We have just released the newest episode of our podcast, “Environmental Insights: Discussions on Policy and Practice from the Harvard Environmental Economics Program.”  In this latest episode, I engage in a conversation with Scott Barrett, who – more than any other environmental economist I can name – is exceptionally well equipped, based on his research and experience, to reflect intelligently on the coronavirus pandemic, and public policies to address it.

Scott is the Lenfest-Earth Institute Professor of Natural Resource Economics at Columbia University, where he also serves as Vice Dean of the School of International and Public Affairs.  Readers of this blog will recognize Scott as one of the world’s leading authorities analyzing alternative approaches to addressing the threat of climate change through international treaties, but he has also written for more than a decade on an economic perspective on global infectious disease policy.
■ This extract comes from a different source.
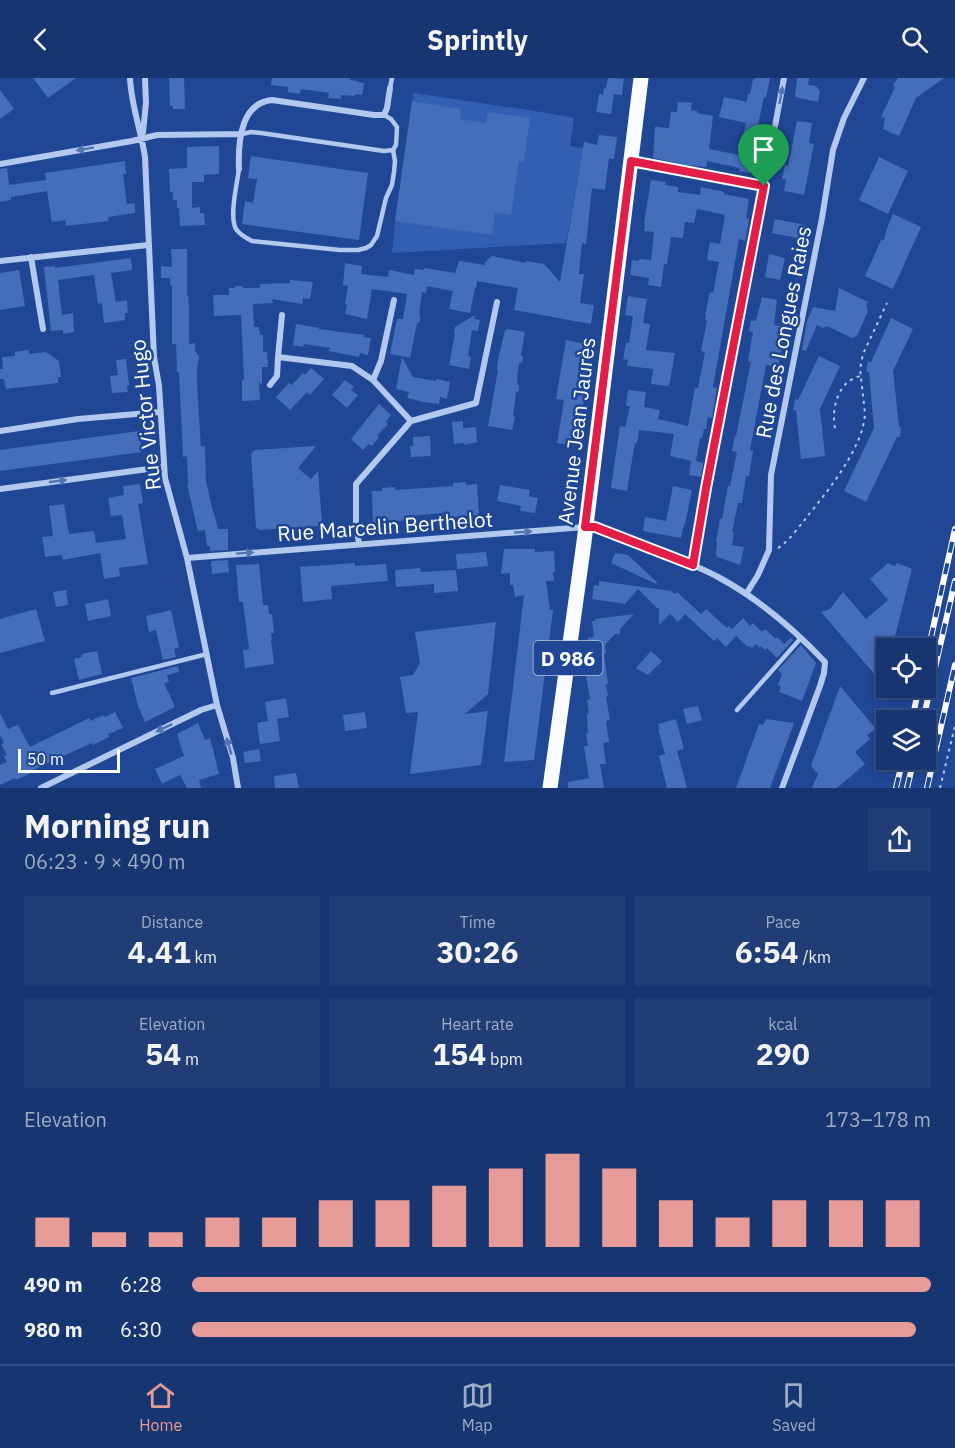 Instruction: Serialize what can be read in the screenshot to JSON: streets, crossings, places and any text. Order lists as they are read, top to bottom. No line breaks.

In addition to his scholarly work, Scott has served as an advisor to many international organizations, including the European Commission, the OECD, the World Bank, and the United Nations, and he and I worked together when we were Lead Authors of the Second Assessment Report of the Intergovernmental Panel on Climate Change.  Also, I’m very pleased to say that Scott has been a frequent participant in our programs and projects at Harvard, and has been my co-author on a number of occasions.

Scott Barrett, Ph.D. Lenfest-Earth Institute Professor of Natural Resource Economics Columbia University, New York

In this podcast episode, Professor Barrett assesses the massive global efforts underway to address COVID-19 and the potential impacts of the pandemic on our lives in the future.  He describes how COVID-19 will be a “persistent challenge” and will result in “fundamental changes in society.”   Turning to domestic U.S. policy, he comments that “what really stands out is the failure of the United States to be prepared.  It’s clear that our inability to do testing has really compromised the health and well-being of Americans.”  Calling it “an equitable scourge,” Scott notes that the pandemic is affecting people from all levels of income and wealth, and that “it’s in everyone’s best interest that we control it.”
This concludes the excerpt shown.